Output the line with "Task: Give me" and every line below it until the listing ends, exactly as written and with nothing added.

ENTRIES PROVIDED below:

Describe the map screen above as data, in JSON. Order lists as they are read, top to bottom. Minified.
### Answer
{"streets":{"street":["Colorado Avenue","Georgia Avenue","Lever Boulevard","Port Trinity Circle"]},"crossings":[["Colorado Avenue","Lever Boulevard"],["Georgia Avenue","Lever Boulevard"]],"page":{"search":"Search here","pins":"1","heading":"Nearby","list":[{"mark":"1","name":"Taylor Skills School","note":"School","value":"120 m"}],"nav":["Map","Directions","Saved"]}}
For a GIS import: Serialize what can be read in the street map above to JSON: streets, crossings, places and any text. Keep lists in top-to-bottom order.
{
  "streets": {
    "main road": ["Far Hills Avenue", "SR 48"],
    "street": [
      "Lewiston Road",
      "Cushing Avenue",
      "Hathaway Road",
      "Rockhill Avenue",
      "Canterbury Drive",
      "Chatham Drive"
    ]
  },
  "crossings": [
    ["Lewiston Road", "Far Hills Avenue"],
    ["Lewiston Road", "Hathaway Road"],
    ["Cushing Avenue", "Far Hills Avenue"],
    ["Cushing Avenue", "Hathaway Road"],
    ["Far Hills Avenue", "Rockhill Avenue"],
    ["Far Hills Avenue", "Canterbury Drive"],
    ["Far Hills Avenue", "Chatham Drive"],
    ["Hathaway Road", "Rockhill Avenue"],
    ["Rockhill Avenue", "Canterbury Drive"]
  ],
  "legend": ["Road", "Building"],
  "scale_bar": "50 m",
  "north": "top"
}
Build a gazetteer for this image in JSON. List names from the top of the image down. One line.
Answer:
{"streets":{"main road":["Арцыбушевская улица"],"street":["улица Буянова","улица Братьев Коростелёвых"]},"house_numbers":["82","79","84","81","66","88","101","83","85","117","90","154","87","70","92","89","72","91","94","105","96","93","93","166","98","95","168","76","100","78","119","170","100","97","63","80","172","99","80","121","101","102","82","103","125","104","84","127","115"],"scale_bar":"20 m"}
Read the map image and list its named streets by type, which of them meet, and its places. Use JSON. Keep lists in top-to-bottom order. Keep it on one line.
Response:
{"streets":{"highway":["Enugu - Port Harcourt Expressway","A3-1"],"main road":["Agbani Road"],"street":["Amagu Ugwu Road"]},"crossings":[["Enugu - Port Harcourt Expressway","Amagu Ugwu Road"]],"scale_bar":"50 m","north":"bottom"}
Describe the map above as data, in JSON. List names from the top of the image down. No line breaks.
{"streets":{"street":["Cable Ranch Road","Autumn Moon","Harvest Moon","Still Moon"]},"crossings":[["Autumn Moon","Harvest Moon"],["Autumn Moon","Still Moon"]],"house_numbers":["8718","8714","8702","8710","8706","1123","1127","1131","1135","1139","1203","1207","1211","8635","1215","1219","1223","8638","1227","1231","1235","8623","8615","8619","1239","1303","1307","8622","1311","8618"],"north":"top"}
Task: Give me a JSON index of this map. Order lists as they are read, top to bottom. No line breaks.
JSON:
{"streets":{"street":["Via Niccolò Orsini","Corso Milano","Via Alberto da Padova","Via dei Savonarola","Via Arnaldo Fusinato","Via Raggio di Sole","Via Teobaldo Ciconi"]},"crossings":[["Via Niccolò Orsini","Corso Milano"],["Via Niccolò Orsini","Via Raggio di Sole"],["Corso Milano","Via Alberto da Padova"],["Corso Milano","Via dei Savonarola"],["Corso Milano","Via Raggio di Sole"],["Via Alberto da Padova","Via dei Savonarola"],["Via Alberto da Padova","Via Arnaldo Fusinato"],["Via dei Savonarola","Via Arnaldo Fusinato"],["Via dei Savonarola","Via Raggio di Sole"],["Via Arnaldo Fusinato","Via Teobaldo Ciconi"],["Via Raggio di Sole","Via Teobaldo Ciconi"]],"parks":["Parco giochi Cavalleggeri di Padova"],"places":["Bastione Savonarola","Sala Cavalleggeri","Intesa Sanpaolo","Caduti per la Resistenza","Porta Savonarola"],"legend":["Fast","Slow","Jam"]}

End of ENTRIES PROVIDED.

**ANSWER TO THIS PROBLEM:**
Task: Give me a JSON index of this map. Order lists as they are read, top to bottom. No line breaks.
JSON:
{"streets":{"street":["Via Niccolò Orsini","Corso Milano","Via Alberto da Padova","Via dei Savonarola","Via Arnaldo Fusinato","Via Raggio di Sole","Via Teobaldo Ciconi"]},"crossings":[["Via Niccolò Orsini","Corso Milano"],["Via Niccolò Orsini","Via Raggio di Sole"],["Corso Milano","Via Alberto da Padova"],["Corso Milano","Via dei Savonarola"],["Corso Milano","Via Raggio di Sole"],["Via Alberto da Padova","Via dei Savonarola"],["Via Alberto da Padova","Via Arnaldo Fusinato"],["Via dei Savonarola","Via Arnaldo Fusinato"],["Via dei Savonarola","Via Raggio di Sole"],["Via Arnaldo Fusinato","Via Teobaldo Ciconi"],["Via Raggio di Sole","Via Teobaldo Ciconi"]],"parks":["Parco giochi Cavalleggeri di Padova"],"places":["Bastione Savonarola","Sala Cavalleggeri","Intesa Sanpaolo","Caduti per la Resistenza","Porta Savonarola"],"legend":["Fast","Slow","Jam"]}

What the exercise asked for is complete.